Cliff joined the campaign in the mid-2000s to convince EU politicians to change the law which meant musicians were no longer paid for the rights to their songs after 50 years. In 2011, the law changed to 70 years, but this law only applies to songs dating from 1963 onwards (hence Cliff no longer receives royalties for songs he made previously). Richard also supported a petition organised by Falsely Accused Individuals for Reform (FA.I.R.) for people accused of sexual offences “not to be named unless charged unless in exceptional circumstances”. Richard also speaks of his admiration for “the Conservative Party’s emphasis on hard work and self-reliance” and Margaret Thatcher. Richard also praises Tony Blair as “a very decent man”. Tony and his wife Cherie have stayed in Cliff’s home in Barbados as guests.
From the outset, Cliff demonstrates his skills as an adroit, tenacious and captivating raconteur by engaging the reader to explore the story of the 80 years that make up his less than ordinary “dream” life. This autobiography’s key strength is that Cliff tells his story without seeking conversion to his music, religion, or political views.

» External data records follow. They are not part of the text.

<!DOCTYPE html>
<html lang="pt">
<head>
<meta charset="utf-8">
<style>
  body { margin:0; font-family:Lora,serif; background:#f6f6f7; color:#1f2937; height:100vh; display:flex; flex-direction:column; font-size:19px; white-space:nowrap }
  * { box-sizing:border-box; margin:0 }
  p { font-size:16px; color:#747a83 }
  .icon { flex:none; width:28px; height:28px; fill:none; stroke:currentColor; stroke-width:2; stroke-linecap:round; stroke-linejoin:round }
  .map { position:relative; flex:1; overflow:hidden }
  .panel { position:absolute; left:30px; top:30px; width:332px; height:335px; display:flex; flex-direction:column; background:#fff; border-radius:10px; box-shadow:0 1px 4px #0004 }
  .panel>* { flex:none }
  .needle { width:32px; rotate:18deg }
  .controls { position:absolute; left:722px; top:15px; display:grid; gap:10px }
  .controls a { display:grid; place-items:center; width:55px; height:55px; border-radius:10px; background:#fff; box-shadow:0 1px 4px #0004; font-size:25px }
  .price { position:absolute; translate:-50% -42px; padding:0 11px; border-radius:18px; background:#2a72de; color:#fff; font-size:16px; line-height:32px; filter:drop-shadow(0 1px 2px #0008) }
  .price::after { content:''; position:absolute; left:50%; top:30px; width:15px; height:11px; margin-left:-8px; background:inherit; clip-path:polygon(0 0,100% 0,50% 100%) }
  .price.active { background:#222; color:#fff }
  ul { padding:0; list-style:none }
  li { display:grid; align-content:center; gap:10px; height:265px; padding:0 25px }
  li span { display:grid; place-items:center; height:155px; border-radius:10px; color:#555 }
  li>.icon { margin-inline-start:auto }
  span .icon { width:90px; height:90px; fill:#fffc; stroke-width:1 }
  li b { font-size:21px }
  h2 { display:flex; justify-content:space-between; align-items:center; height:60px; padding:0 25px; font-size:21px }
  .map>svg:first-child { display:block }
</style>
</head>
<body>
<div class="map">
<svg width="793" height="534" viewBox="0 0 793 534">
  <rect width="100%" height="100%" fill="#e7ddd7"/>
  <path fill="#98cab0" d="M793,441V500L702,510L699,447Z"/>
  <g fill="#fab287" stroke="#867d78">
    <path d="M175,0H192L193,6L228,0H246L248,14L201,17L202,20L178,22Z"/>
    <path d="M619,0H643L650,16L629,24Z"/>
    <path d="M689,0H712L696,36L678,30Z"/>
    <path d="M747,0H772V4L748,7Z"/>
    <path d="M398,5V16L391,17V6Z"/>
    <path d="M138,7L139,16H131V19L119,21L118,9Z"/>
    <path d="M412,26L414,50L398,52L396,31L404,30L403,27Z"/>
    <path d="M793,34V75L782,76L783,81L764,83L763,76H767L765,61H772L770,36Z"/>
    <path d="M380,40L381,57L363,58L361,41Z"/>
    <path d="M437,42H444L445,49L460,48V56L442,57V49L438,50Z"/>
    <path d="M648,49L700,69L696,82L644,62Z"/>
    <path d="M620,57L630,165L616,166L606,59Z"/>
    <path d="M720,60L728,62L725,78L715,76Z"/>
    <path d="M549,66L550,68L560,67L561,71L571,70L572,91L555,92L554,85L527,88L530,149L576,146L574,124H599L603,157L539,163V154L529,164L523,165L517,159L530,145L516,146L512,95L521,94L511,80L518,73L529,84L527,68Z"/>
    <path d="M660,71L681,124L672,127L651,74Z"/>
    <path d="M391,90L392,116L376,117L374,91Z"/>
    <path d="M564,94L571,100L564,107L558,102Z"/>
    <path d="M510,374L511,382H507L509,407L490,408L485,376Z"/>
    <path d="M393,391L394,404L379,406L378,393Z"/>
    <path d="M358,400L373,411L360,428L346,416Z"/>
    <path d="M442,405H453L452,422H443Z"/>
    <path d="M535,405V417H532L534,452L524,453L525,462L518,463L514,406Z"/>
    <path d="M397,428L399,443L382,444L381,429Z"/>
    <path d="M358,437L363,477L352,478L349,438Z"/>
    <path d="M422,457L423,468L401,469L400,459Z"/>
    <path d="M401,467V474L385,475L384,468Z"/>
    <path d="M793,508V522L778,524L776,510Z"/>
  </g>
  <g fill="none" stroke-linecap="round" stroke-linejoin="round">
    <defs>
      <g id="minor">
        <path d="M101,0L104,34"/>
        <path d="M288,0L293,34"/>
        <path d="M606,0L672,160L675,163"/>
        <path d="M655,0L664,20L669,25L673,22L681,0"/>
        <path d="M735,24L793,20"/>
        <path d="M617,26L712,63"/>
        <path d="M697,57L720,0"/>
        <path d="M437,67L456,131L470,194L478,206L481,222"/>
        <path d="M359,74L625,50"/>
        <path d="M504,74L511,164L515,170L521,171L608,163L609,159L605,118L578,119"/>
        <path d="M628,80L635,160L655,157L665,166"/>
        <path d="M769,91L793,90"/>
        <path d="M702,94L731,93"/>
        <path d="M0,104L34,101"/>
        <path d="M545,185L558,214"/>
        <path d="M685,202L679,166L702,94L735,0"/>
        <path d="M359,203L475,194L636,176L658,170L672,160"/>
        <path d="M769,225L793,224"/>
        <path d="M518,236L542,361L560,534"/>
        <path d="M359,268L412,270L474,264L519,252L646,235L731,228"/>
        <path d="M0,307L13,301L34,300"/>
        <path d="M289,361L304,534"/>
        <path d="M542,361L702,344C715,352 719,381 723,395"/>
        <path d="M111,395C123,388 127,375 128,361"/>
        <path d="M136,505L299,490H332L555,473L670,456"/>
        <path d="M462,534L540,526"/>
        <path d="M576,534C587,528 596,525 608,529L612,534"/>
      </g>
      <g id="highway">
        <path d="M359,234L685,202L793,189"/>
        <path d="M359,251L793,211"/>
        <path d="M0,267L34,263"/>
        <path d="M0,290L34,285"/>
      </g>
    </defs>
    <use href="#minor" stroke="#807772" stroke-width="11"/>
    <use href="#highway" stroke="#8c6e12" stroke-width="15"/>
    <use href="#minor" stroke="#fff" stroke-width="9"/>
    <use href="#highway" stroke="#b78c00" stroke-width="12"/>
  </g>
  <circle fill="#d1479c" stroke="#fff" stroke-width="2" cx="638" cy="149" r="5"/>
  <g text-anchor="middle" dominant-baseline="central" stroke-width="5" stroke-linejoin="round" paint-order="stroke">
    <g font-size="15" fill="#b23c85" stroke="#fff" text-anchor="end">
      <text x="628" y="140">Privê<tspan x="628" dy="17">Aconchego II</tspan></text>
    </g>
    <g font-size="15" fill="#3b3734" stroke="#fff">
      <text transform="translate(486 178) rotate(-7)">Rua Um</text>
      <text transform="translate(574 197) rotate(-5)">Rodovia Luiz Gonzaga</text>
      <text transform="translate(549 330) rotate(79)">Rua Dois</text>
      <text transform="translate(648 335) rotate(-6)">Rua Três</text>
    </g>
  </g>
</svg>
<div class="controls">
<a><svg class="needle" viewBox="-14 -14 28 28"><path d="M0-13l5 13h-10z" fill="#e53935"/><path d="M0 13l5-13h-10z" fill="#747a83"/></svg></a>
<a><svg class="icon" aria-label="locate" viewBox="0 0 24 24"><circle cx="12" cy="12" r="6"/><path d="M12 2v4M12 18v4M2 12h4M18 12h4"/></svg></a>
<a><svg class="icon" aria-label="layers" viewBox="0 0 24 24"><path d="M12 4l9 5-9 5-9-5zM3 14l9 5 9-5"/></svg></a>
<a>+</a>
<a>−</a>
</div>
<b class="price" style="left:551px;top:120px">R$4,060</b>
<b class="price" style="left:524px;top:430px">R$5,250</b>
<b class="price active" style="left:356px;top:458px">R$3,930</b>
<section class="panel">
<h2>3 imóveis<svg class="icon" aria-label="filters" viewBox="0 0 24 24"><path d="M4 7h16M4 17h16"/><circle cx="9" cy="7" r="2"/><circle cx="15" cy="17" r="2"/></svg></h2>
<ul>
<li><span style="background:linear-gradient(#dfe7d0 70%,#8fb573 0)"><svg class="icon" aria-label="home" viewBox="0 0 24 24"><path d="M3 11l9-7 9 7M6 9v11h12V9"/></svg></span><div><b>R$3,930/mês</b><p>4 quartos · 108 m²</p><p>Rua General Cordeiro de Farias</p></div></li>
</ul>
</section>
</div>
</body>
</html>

He also resists the opportunity to make personal attacks on individuals and institutions (except punk). The most interesting segments are his lesser-known political aspects (which leaves readers wanting more even if they disagree with him) and religion’s role in Cliff’s life. One will certainly ponder whether Cliff would have made so many chart-topping Christmas themed songs (if any) had he become a Jehovah’s Witness?